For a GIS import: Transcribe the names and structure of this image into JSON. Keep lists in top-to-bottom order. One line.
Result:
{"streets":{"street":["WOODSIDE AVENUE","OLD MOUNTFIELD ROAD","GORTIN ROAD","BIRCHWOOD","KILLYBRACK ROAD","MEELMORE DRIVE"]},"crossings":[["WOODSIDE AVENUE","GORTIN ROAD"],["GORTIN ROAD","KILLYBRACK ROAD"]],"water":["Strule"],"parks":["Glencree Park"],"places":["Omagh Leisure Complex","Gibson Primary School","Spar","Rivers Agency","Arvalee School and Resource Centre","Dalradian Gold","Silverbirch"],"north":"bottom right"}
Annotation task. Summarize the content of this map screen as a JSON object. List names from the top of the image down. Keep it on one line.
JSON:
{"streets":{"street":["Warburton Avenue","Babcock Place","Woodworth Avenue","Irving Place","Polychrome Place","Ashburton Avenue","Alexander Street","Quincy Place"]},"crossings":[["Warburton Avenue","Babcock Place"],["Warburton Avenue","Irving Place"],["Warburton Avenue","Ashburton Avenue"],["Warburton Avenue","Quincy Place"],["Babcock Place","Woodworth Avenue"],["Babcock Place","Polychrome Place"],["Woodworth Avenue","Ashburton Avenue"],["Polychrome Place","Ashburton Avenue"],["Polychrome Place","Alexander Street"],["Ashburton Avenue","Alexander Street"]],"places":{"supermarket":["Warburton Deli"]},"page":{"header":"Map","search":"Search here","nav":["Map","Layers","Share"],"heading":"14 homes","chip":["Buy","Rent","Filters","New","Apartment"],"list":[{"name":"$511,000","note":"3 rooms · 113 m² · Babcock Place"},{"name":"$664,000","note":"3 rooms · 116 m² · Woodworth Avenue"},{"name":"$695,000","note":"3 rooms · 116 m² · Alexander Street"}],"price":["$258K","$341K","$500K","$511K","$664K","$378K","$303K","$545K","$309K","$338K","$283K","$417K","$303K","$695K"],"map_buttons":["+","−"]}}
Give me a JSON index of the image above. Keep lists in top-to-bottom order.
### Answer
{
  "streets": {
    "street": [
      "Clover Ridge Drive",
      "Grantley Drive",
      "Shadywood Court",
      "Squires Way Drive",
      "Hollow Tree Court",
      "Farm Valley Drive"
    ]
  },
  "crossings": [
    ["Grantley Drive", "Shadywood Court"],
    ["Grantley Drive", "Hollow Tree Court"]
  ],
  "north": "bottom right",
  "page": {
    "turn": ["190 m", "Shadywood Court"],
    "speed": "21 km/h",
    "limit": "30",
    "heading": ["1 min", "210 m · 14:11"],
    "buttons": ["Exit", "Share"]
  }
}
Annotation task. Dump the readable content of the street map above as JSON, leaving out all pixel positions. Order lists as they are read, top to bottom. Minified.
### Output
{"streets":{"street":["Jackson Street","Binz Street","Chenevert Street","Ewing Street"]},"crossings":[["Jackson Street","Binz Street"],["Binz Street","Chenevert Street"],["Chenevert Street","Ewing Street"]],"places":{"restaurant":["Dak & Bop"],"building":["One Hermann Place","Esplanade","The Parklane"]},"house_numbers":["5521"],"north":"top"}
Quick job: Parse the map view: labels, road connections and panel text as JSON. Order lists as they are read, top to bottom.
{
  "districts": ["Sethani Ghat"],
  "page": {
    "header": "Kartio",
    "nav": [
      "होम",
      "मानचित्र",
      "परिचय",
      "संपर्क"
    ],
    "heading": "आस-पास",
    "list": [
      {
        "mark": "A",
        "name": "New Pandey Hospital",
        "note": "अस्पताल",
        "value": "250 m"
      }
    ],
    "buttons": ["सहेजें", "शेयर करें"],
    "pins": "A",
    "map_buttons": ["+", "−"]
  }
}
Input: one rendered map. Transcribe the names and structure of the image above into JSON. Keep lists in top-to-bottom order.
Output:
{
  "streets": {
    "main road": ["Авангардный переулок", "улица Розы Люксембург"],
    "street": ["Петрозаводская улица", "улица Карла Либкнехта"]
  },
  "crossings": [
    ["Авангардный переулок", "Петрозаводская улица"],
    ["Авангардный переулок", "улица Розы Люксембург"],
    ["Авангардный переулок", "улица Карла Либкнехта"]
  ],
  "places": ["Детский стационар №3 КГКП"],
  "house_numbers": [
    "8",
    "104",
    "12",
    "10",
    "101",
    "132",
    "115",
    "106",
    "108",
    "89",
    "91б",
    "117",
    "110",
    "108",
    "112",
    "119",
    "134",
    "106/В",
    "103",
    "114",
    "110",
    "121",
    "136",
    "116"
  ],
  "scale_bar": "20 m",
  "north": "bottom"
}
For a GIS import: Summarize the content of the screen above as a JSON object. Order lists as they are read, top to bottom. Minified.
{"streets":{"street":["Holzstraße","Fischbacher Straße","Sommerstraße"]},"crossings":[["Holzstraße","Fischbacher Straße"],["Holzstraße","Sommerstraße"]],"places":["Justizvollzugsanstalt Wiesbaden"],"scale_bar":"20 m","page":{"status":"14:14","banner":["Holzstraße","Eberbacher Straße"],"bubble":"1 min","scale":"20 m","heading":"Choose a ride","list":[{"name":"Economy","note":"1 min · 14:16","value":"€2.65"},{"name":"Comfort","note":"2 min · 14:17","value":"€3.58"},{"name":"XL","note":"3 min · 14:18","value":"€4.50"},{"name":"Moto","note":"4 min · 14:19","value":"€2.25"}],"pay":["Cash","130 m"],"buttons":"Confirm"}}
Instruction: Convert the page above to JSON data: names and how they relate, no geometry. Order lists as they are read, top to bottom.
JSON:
^^^^^^^^^^^^^^^^
» Work required
Lines above that have "Annotation": copy each of them.

» Solution for this problem
Annotation task. Summarize the content of this map screen as a JSON object. List names from the top of the image down. Keep it on one line.
Annotation task. Dump the readable content of the street map above as JSON, leaving out all pixel positions. Order lists as they are read, top to bottom. Minified.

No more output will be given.